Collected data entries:
-------------------------
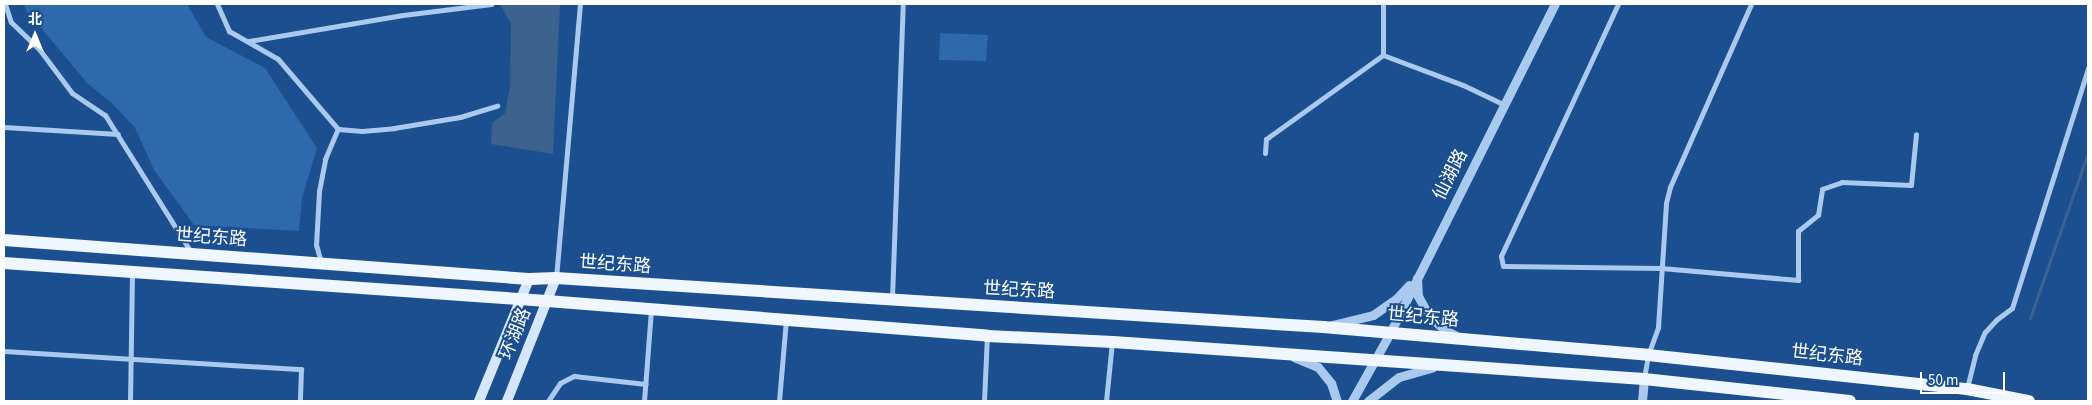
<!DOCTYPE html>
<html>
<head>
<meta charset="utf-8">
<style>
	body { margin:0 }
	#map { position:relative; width:2092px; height:405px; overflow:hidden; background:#1b4f8f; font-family:"Source Sans 3","Noto Sans SC",sans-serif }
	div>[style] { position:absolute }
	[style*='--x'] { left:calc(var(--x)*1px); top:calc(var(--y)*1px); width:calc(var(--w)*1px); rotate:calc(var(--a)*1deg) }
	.green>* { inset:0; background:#2e69ad }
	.water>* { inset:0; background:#3c6290 }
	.stream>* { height:3px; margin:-1.5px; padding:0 1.5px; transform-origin:1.5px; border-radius:1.5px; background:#3c6290 }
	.minor>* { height:5px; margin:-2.5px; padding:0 2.5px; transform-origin:2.5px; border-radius:2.5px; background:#a9c9ee }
	.tertiary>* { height:9px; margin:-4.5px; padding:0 4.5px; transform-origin:4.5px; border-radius:4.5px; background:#a9c9ee }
	.secondary>* { height:10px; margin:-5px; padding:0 5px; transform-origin:5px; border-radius:5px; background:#d6e6fa }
	.primary>* { height:12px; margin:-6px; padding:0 6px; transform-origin:6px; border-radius:6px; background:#f0f6ff }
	span { translate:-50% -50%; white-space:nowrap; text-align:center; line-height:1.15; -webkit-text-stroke:4px #1b4f8f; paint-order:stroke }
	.street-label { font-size:18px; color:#fff }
	.frame { position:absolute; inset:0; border:5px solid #fff; pointer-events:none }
	.north { position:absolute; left:10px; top:10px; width:50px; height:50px; -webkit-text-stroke:4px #1b4f8f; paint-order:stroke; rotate:0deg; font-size:14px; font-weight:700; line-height:20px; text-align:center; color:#fff }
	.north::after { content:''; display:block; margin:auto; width:18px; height:22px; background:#fff; clip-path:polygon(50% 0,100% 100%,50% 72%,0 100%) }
	.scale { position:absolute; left:1920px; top:372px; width:85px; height:22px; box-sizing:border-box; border:2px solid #fff; border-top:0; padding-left:6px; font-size:15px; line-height:18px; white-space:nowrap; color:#fff; -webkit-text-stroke:4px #1b4f8f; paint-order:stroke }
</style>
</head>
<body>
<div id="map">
	<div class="green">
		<i style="clip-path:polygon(24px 4px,187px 4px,206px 37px,265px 68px,317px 148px,302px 198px,299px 231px,194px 225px,154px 170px,135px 128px,112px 103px,88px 84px,26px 10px)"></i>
		<i style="clip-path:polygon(940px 33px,988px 35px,986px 61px,939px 60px)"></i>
	</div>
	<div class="water">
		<i style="clip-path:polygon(500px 4px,560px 4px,553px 154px,491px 144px,492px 123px,505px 113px,510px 86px,511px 24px)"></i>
	</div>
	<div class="stream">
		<i style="--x:2030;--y:318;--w:176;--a:-70.7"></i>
	</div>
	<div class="minor">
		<i style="--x:5;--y:4;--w:19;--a:72"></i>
		<i style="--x:11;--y:22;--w:39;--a:44"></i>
		<i style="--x:39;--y:49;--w:55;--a:53.1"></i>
		<i style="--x:72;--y:93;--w:40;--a:34"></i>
		<i style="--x:105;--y:115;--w:162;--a:57.9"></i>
		<i style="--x:217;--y:4;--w:30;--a:66"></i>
		<i style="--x:229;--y:31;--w:56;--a:29.7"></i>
		<i style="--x:278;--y:59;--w:92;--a:49.4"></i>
		<i style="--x:338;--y:129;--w:24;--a:5"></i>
		<i style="--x:362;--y:131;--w:32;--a:-5"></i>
		<i style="--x:394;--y:128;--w:67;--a:-9.5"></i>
		<i style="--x:460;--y:117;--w:39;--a:-17"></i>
		<i style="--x:1618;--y:4;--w:278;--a:114.9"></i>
		<i style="--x:1501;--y:256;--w:10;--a:79"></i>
		<i style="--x:1503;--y:266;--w:158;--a:0.7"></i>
		<i style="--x:1661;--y:268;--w:138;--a:5"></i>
		<i style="--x:1798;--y:280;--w:49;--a:-90"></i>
		<i style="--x:1798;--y:231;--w:26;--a:-39"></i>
		<i style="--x:1818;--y:215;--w:26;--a:-81"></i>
		<i style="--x:1822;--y:189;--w:21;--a:-19"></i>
		<i style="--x:1842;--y:182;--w:69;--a:2.5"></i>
		<i style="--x:1911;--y:185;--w:51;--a:-84.4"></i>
		<i style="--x:249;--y:41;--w:156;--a:-9.6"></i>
		<i style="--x:403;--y:15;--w:89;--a:-7.1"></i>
		<i style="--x:1383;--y:55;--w:85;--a:20.6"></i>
		<i style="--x:1463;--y:85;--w:47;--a:25.5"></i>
		<i style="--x:1383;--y:55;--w:51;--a:-90"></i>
		<i style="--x:4;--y:127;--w:114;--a:3.5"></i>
		<i style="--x:1265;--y:153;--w:14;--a:-86"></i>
		<i style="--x:1266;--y:139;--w:144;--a:-35.7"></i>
		<i style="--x:321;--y:262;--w:18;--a:-106"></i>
		<i style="--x:316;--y:245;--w:54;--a:-86.8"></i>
		<i style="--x:319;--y:191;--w:33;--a:-79"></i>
		<i style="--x:325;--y:159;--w:33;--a:-67"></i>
		<i style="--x:556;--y:278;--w:275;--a:-85"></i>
		<i style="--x:892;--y:298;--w:294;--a:-87.9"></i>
		<i style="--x:4;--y:351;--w:298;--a:3.5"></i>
		<i style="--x:301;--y:369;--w:32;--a:92"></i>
		<i style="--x:1644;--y:378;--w:23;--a:-80"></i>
		<i style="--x:1648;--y:355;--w:30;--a:-70"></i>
		<i style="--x:1658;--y:327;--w:124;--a:-86.3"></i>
		<i style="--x:1666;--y:203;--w:16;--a:-76"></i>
		<i style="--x:1670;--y:187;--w:200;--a:-66.1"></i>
		<i style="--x:1967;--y:388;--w:34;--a:-76"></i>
		<i style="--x:1975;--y:355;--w:25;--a:-67"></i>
		<i style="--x:1985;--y:332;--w:16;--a:-47"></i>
		<i style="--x:1996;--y:320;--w:20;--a:-37"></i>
		<i style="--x:2012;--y:308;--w:252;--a:-72.4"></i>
		<i style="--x:130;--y:401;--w:129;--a:-89.1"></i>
		<i style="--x:548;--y:401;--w:22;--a:-56"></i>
		<i style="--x:560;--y:383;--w:16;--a:-27"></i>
		<i style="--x:574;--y:376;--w:72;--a:6.3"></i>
		<i style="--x:644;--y:401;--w:91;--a:-85.6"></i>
		<i style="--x:779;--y:401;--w:82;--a:-85.1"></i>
		<i style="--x:984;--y:401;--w:65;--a:-87.4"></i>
		<i style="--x:1106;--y:401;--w:59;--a:-84.2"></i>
	</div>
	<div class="tertiary">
		<i style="--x:1417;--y:278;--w:18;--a:87"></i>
		<i style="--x:1418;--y:296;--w:23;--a:61"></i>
		<i style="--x:1429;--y:316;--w:21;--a:41"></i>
		<i style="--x:1445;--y:330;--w:15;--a:28"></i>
		<i style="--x:1332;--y:325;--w:42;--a:-13.7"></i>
		<i style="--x:1373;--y:315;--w:28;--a:-35"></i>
		<i style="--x:1396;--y:299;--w:19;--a:-47"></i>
		<i style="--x:1294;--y:357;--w:26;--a:23"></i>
		<i style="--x:1318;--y:367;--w:21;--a:51"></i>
		<i style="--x:1331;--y:383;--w:19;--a:72"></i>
		<i style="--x:1352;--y:401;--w:78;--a:-60.8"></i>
		<i style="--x:1390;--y:333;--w:368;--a:-63.4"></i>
		<i style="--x:1368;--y:401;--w:39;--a:-38"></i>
		<i style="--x:1399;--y:377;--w:35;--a:-16"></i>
		<i style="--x:1642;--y:401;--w:22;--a:-85"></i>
	</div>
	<div class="secondary">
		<i style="--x:479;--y:401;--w:132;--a:-67.7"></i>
		<i style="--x:507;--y:401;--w:132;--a:-68.3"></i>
	</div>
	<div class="primary">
		<i style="--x:4;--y:240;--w:526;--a:4.25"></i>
		<i style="--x:529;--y:279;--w:27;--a:-2"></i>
		<i style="--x:556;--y:278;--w:769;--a:3.66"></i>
		<i style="--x:1323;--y:327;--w:326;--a:4.9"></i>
		<i style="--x:1648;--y:355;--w:321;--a:6.1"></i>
		<i style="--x:1967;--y:389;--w:63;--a:11"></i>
		<i style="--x:4;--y:263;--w:544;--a:4"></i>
		<i style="--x:547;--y:301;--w:441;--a:4.5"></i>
		<i style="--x:987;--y:336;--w:126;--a:2.7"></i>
		<i style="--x:1113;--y:342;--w:532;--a:3.99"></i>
		<i style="--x:1644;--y:379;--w:207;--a:6.1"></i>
	</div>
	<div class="street-label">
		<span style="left:1451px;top:175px;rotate:-63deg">仙湖路</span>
		<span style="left:211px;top:238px;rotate:4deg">世纪东路</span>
		<span style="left:615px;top:265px;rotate:4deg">世纪东路</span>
		<span style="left:1019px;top:291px;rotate:3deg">世纪东路</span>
		<span style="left:1423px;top:318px;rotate:5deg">世纪东路</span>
		<span style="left:516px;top:334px;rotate:-68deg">环湖路</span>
		<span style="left:1827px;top:356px;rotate:6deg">世纪东路</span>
	</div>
	<div class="frame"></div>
	<div class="north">北</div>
	<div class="scale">50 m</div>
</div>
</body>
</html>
-------------------------
▸ **Work to complete**: Which lines above run from the one containing "height:5px; margin:-2.5px; padding:0" down to the one containing "translate:-50% -50%; white-space:nowrap;"? Repeat exactly those, both ends included, and nothing else.

▸ **Output below**:
	.minor>* { height:5px; margin:-2.5px; padding:0 2.5px; transform-origin:2.5px; border-radius:2.5px; background:#a9c9ee }
	.tertiary>* { height:9px; margin:-4.5px; padding:0 4.5px; transform-origin:4.5px; border-radius:4.5px; background:#a9c9ee }
	.secondary>* { height:10px; margin:-5px; padding:0 5px; transform-origin:5px; border-radius:5px; background:#d6e6fa }
	.primary>* { height:12px; margin:-6px; padding:0 6px; transform-origin:6px; border-radius:6px; background:#f0f6ff }
	span { translate:-50% -50%; white-space:nowrap; text-align:center; line-height:1.15; -webkit-text-stroke:4px #1b4f8f; paint-order:stroke }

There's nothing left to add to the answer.